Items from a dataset
====================

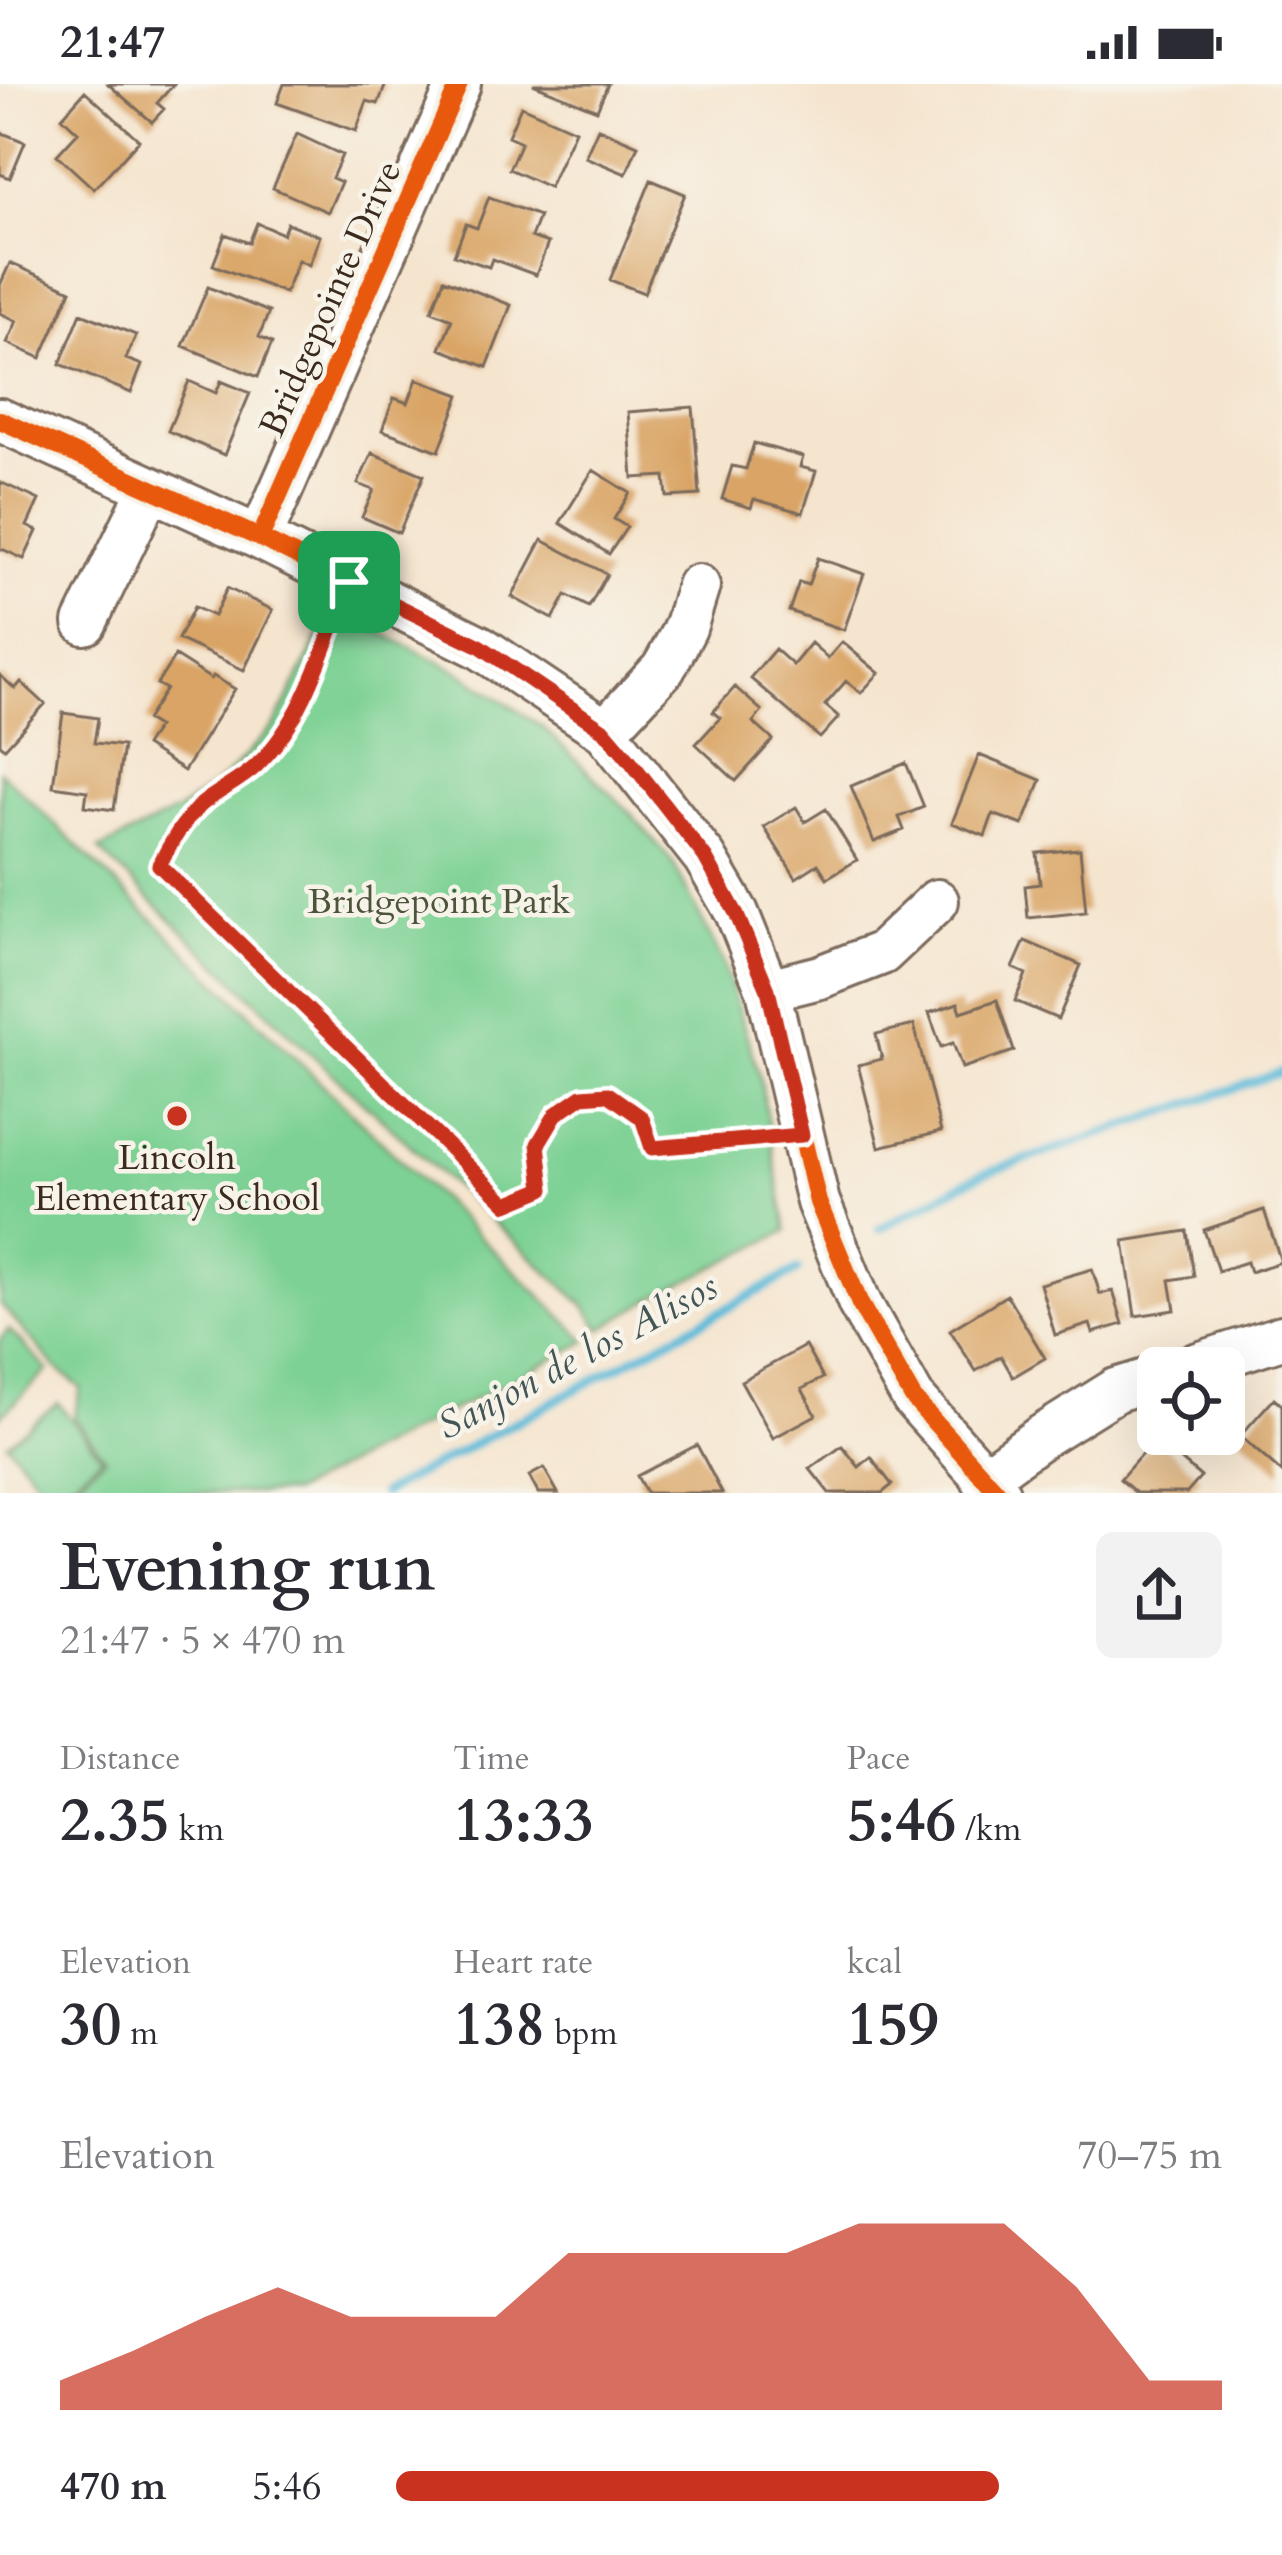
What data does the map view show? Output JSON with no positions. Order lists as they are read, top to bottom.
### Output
{
  "streets": {
    "street": ["Bridgepointe Drive"]
  },
  "water": ["Sanjon de los Alisos"],
  "parks": ["Bridgepoint Park"],
  "places": ["Lincoln Elementary School"],
  "page": {
    "status": "21:47",
    "heading": ["Evening run", "21:47 · 5 × 470 m"],
    "stats": [
      ["Distance", "2.35 km"],
      ["Time", "13:33"],
      ["Pace", "5:46 /km"],
      ["Elevation", "30 m"],
      ["Heart rate", "138 bpm"],
      ["kcal", "159"]
    ],
    "chart": ["Elevation", "70–75 m"],
    "list": [
      {
        "name": "470 m",
        "note": "5:46"
      }
    ]
  }
}
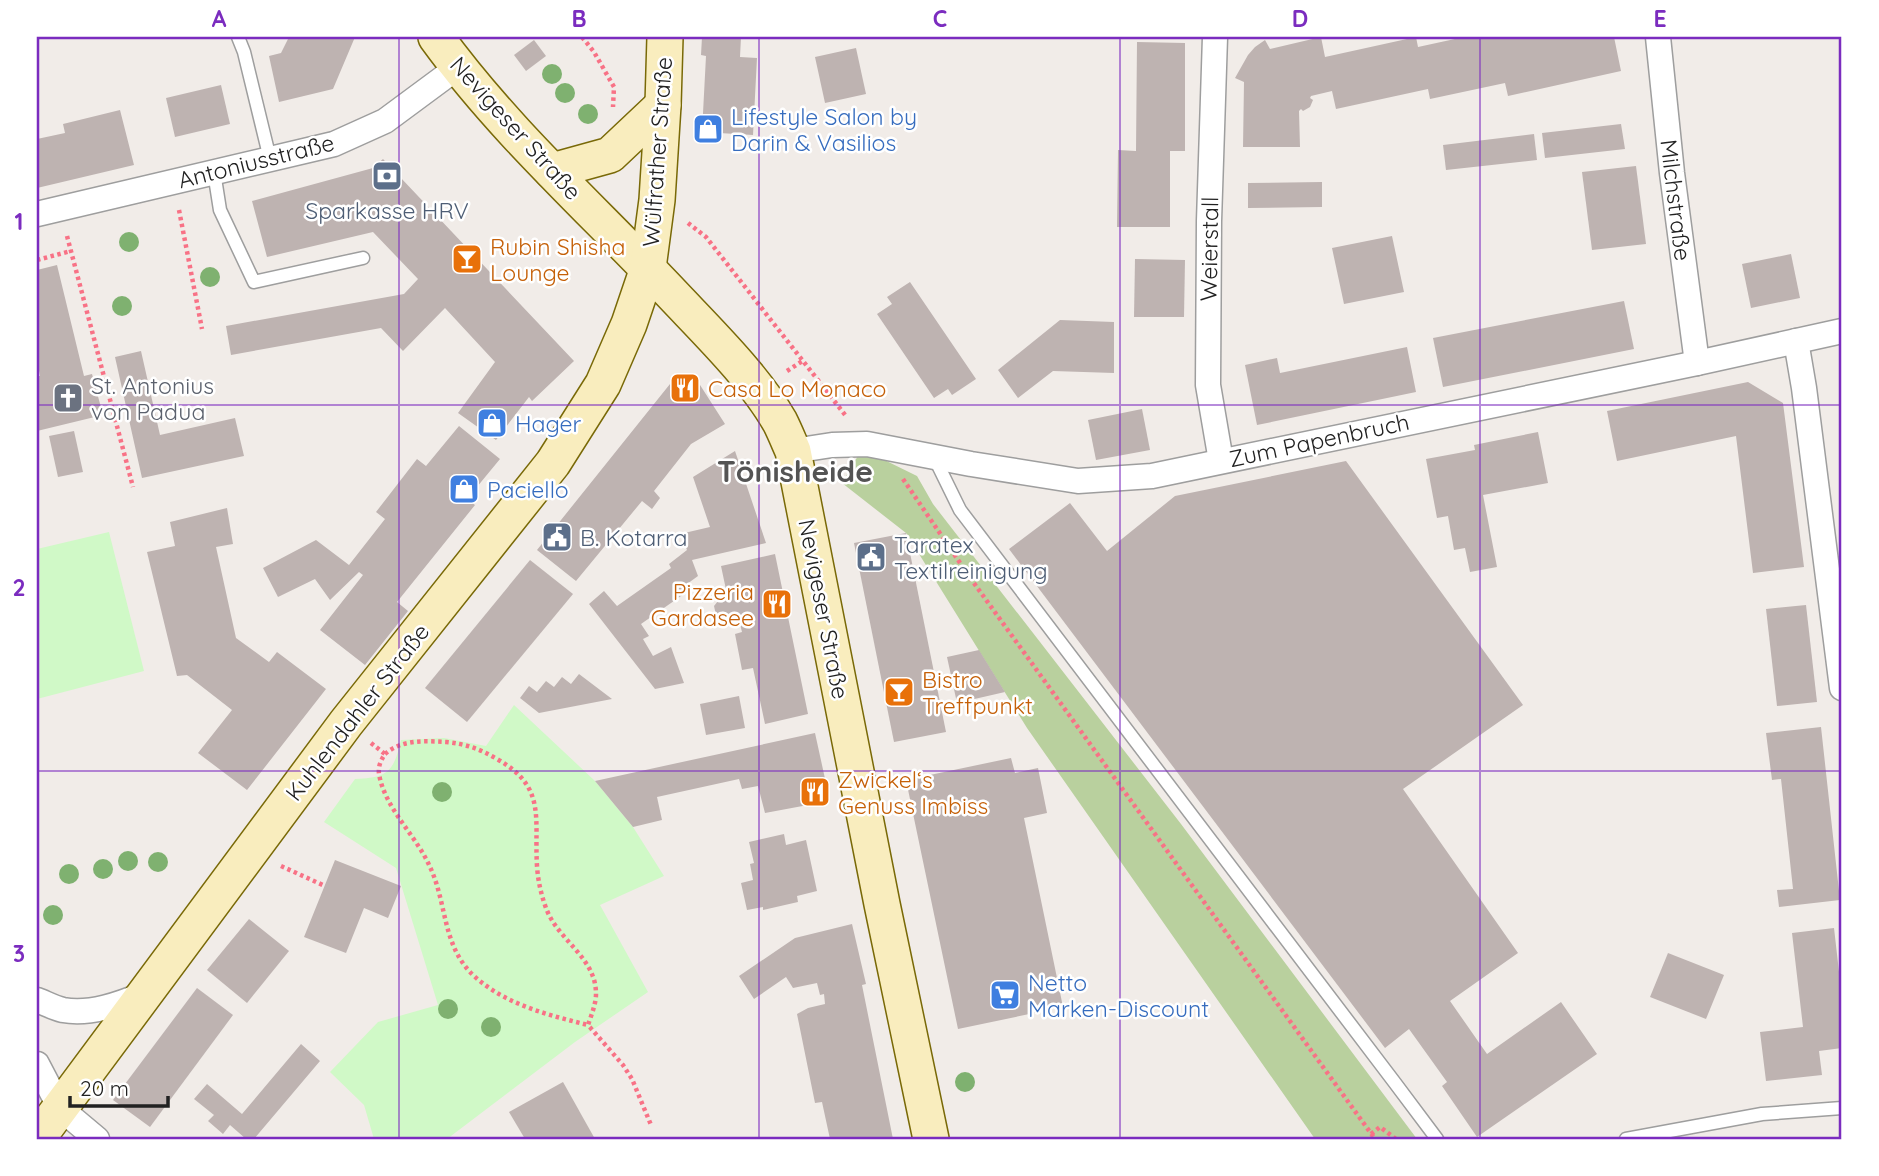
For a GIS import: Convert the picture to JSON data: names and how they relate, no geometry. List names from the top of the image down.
{
  "streets": {
    "main road": ["Nevigeser Straße", "Wülfrather Straße", "Kuhlendahler Straße"],
    "street": [
      "Antoniusstraße",
      "Milchstraße",
      "Weierstall",
      "Zum Papenbruch"
    ]
  },
  "crossings": [
    ["Nevigeser Straße", "Wülfrather Straße"],
    ["Nevigeser Straße", "Antoniusstraße"],
    ["Nevigeser Straße", "Zum Papenbruch"],
    ["Nevigeser Straße", "Kuhlendahler Straße"],
    ["Wülfrather Straße", "Kuhlendahler Straße"],
    ["Milchstraße", "Zum Papenbruch"],
    ["Weierstall", "Zum Papenbruch"]
  ],
  "districts": ["Tönisheide"],
  "places": {
    "shop": ["Lifestyle Salon by Darin & Vasilios", "Hager", "Paciello"],
    "bank": ["Sparkasse HRV"],
    "bar": ["Rubin Shisha Lounge", "Bistro Treffpunkt"],
    "restaurant": ["Casa Lo Monaco", "Pizzeria Gardasee", "Zwickel‘s Genuss Imbiss"],
    "church": ["St. Antonius von Padua"],
    "public building": ["B. Kotarra", "Taratex Textilreinigung"],
    "supermarket": ["Netto Marken-Discount"]
  },
  "scale_bar": "20 m",
  "grid": {
    "columns": [
      "A",
      "B",
      "C",
      "D",
      "E"
    ],
    "rows": ["1", "2", "3"]
  }
}
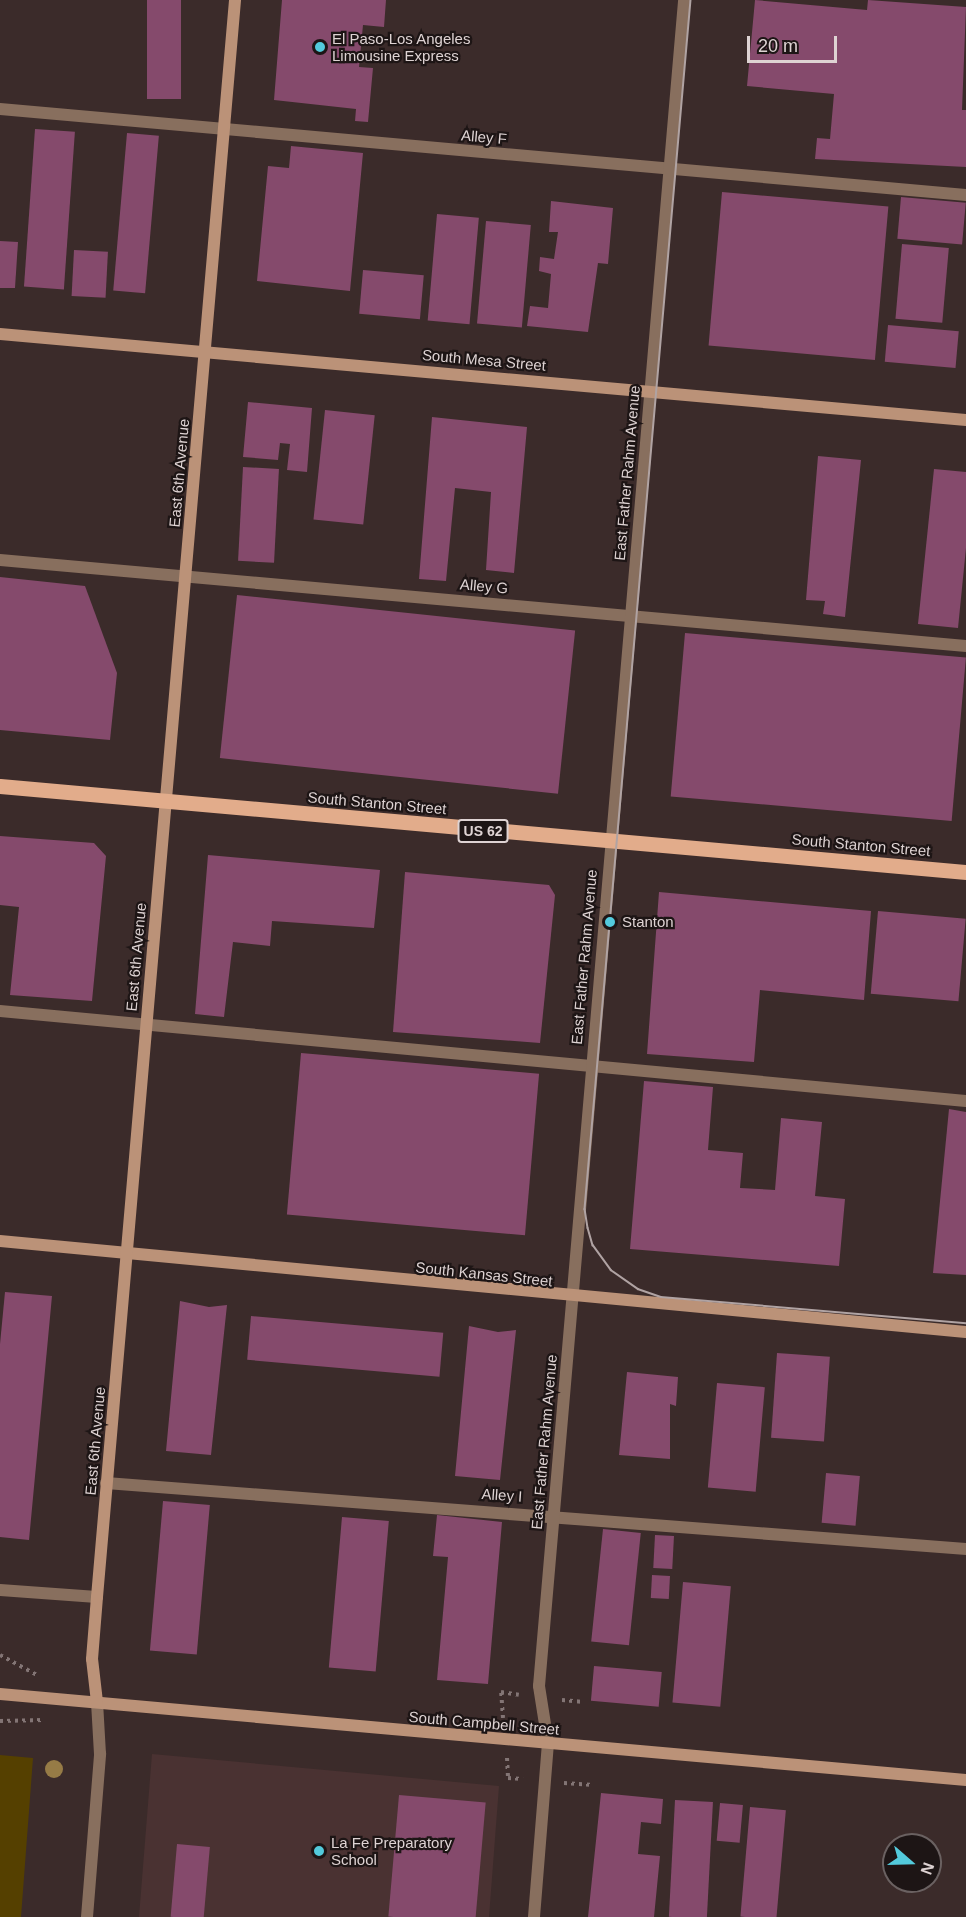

====================

### Description of the task
Starting from the records above, filter out all lines except those containing the word "Milchstraße".

### Exercise result
      "Milchstraße",
    ["Milchstraße", "Zum Papenbruch"],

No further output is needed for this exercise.